Who Do You Think You’re Killing?

I probably know more people who’ve committed suicide than anyone besides a shrink who works at a State hospital. I don’t write that to be funny, because suicide isn’t a joke. I write it because it’s true.

I’ve prepared a 240-some Power Point slide presentation on suicide. I’ve lost a client to suicide. For a long time, it was as if I had a list of dead men and women who piled up inside of me.

Some will tell you that suicide is a selfish act. Not always, I think. It can sometimes be motivated by a desire to save others. Why else would a bird fly from its roadside nest across the grill of my truck, but to decoy me from its newly hatched young?

Some people say that suicide is an irrational act. Hmmm. What about the warriors on Masada, who, rather than die at the blade of the Romans and have their children enslaved, decided to martyr themselves and their families in their mesa fortress?

Some will insist that suicide is a self-destructive act. It can be, but what about those whose lives have come to a useful or practical end? Or those who are in so much pain that they choose to end their existence? Do I really have the right to judge the act of another which is, in essence, a matter of personal choice? If we think enough of a sick dog to put it down, why should we keep each other alive at all costs? I don’t believe I should have the right to exercise the power of death or life over another.
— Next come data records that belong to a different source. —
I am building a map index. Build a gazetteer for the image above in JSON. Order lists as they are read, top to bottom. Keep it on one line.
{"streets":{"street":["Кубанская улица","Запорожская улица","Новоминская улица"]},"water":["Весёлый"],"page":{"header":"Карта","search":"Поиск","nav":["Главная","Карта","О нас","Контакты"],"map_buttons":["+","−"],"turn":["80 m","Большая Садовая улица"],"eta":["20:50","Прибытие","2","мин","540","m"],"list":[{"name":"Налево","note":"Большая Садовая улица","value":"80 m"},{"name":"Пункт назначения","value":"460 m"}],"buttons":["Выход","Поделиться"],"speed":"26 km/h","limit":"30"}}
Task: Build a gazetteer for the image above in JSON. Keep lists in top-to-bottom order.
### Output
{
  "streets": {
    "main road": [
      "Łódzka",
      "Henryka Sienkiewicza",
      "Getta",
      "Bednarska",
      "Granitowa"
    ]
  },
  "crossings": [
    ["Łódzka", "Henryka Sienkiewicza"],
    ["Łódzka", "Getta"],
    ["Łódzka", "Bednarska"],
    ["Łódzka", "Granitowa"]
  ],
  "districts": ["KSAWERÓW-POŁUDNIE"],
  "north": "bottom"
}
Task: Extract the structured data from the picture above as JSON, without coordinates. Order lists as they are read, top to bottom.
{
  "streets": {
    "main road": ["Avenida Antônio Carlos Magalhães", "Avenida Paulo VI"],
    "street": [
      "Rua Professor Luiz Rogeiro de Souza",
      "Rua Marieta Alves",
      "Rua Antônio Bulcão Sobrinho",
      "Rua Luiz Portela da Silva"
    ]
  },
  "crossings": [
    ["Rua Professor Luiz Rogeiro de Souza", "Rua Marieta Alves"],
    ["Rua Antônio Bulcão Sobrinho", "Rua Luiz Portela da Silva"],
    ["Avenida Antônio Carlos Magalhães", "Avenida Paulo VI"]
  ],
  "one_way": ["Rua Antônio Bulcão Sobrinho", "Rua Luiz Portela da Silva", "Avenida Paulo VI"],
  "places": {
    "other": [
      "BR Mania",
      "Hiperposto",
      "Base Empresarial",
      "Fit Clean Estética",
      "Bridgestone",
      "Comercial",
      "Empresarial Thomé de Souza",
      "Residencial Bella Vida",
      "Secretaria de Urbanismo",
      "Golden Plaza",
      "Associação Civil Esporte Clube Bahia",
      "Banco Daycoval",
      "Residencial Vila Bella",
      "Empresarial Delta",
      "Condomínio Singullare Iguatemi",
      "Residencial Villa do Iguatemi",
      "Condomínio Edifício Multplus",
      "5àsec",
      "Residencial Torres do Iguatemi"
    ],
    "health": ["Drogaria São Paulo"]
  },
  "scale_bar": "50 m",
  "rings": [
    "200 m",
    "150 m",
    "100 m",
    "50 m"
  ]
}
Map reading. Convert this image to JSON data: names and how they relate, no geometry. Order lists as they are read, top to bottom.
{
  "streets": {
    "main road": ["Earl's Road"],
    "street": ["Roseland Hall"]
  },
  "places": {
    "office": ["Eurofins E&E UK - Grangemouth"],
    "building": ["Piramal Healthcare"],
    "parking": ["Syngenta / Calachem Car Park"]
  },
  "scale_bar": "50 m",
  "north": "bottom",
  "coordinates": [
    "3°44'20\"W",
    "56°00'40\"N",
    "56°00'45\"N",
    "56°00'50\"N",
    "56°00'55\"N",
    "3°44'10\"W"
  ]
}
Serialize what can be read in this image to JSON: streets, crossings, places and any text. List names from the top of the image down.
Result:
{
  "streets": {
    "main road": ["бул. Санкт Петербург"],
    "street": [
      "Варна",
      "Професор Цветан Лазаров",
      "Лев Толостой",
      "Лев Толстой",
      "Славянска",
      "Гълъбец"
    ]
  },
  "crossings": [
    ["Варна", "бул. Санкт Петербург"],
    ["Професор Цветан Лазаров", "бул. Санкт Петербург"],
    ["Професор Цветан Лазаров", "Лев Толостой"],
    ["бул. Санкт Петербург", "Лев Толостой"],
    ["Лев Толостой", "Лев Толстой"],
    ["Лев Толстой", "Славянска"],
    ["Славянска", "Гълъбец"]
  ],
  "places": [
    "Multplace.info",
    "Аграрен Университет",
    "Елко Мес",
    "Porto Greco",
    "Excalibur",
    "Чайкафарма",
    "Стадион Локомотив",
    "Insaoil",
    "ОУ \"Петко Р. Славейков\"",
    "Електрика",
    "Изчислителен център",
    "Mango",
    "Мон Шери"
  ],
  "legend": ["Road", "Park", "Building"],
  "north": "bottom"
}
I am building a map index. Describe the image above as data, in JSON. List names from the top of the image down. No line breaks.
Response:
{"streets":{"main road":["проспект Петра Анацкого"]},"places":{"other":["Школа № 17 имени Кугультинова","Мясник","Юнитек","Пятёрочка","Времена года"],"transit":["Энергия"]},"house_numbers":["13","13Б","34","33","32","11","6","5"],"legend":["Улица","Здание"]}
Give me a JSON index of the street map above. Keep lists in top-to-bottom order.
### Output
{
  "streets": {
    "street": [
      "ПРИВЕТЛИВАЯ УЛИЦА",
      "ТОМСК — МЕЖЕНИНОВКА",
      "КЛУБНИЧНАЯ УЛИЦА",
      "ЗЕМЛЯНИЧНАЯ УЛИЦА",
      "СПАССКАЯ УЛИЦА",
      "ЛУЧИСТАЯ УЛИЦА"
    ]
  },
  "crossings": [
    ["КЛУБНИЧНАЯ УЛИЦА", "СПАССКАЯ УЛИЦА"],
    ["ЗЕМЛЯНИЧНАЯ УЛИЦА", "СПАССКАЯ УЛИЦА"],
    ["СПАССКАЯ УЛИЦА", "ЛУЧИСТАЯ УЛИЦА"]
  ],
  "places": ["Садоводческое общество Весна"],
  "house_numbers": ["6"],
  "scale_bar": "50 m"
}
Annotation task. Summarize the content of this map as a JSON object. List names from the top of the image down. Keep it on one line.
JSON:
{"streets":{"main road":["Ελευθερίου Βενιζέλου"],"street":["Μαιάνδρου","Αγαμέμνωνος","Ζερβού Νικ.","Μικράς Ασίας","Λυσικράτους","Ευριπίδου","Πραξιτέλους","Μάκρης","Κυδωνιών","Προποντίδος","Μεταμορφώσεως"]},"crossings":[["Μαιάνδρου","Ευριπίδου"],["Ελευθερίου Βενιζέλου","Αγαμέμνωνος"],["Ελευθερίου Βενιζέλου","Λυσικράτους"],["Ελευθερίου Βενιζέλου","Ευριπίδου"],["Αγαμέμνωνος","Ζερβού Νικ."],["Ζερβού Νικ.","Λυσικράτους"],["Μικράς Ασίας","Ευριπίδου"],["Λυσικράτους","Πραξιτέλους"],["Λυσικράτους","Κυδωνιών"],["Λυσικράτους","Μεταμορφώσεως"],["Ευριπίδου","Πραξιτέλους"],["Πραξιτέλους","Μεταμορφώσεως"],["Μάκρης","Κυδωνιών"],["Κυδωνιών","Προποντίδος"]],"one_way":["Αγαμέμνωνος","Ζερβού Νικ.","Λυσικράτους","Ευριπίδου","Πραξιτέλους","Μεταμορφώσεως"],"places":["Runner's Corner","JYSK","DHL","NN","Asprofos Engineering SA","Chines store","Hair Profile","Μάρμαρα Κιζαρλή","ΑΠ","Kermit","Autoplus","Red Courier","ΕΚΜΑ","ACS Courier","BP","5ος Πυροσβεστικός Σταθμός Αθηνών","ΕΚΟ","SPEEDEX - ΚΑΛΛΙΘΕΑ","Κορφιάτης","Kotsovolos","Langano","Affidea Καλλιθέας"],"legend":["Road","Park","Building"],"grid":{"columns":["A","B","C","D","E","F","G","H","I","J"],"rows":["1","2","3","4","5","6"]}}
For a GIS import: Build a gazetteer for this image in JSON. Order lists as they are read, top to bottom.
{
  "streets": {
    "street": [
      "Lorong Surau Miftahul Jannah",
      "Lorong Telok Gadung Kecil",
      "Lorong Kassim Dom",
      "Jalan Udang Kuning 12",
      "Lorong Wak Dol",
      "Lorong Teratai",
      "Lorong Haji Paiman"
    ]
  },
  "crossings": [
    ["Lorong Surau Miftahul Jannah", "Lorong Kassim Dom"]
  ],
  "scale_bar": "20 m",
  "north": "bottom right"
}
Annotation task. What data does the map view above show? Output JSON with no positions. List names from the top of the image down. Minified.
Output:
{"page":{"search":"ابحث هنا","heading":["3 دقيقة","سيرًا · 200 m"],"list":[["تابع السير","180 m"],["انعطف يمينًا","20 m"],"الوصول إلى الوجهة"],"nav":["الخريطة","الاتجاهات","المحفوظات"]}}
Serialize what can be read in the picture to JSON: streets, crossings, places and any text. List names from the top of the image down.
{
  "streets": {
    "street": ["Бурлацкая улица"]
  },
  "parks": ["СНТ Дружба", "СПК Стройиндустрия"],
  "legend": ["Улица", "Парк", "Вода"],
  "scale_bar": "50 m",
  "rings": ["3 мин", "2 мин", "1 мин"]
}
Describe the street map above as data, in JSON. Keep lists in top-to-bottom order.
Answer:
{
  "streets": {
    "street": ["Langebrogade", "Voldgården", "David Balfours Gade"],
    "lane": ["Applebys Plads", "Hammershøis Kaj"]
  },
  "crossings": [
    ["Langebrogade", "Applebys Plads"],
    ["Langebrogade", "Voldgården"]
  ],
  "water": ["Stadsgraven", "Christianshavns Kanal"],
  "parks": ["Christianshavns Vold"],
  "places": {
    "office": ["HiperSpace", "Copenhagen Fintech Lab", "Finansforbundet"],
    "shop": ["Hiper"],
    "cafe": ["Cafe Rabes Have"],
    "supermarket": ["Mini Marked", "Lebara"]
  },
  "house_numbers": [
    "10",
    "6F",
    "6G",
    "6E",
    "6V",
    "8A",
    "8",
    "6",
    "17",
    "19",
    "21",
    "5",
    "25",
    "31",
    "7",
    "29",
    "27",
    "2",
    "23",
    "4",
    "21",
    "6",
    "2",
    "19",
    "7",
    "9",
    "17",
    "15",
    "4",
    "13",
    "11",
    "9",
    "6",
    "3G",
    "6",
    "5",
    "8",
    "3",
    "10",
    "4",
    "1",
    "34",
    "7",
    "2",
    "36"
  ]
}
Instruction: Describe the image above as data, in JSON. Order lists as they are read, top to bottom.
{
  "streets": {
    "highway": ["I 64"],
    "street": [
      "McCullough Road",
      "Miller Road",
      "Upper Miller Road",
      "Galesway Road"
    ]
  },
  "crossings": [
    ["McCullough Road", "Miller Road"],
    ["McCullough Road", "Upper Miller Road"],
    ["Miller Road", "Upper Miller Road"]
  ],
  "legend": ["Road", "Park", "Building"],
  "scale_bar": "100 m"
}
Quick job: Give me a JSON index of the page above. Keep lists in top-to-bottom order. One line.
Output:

With all this said, the fact is that suicide is usually tragic – and like a mass shooting – it leaves behind many traumatized survivors. It’s most often used as a solution to perceived irresolvable emotional pain. I’ve come to this conclusion: for most people who complete it, suicide is killing your worst enemy, which is your head and its contents.

Someone once said that if you commit suicide, you’d be killing the wrong person. What he meant was that the victim of suicide isn’t the same person she was yesterday. She’s changed, and she’s seeing a distorted version of herself, a snippet, a judgment, a warped perception.

No one sees themselves as they really are. We see an inner model of who we think we are. That’s the head and its contents; just a collection of committees and subcommittees who think they know better, of voices who think they warn us of dangers that really aren’t threats at all. There’s the Committee on Resentment, which keeps track of everyone who snubbed me since kindergarten. There’s the Subcommittee on Failures and Insufficient Personal Performance (not in the bedroom), which maintains a running tally of every mistake, error, transgression, and way in which I don’t measure up, always based on the recommendations of the panel of experts who testified before it in hearings:

Mike always got chose last for 16-inch softball.

I know. And then he ripped open his corduroy pants when he swung and struck out.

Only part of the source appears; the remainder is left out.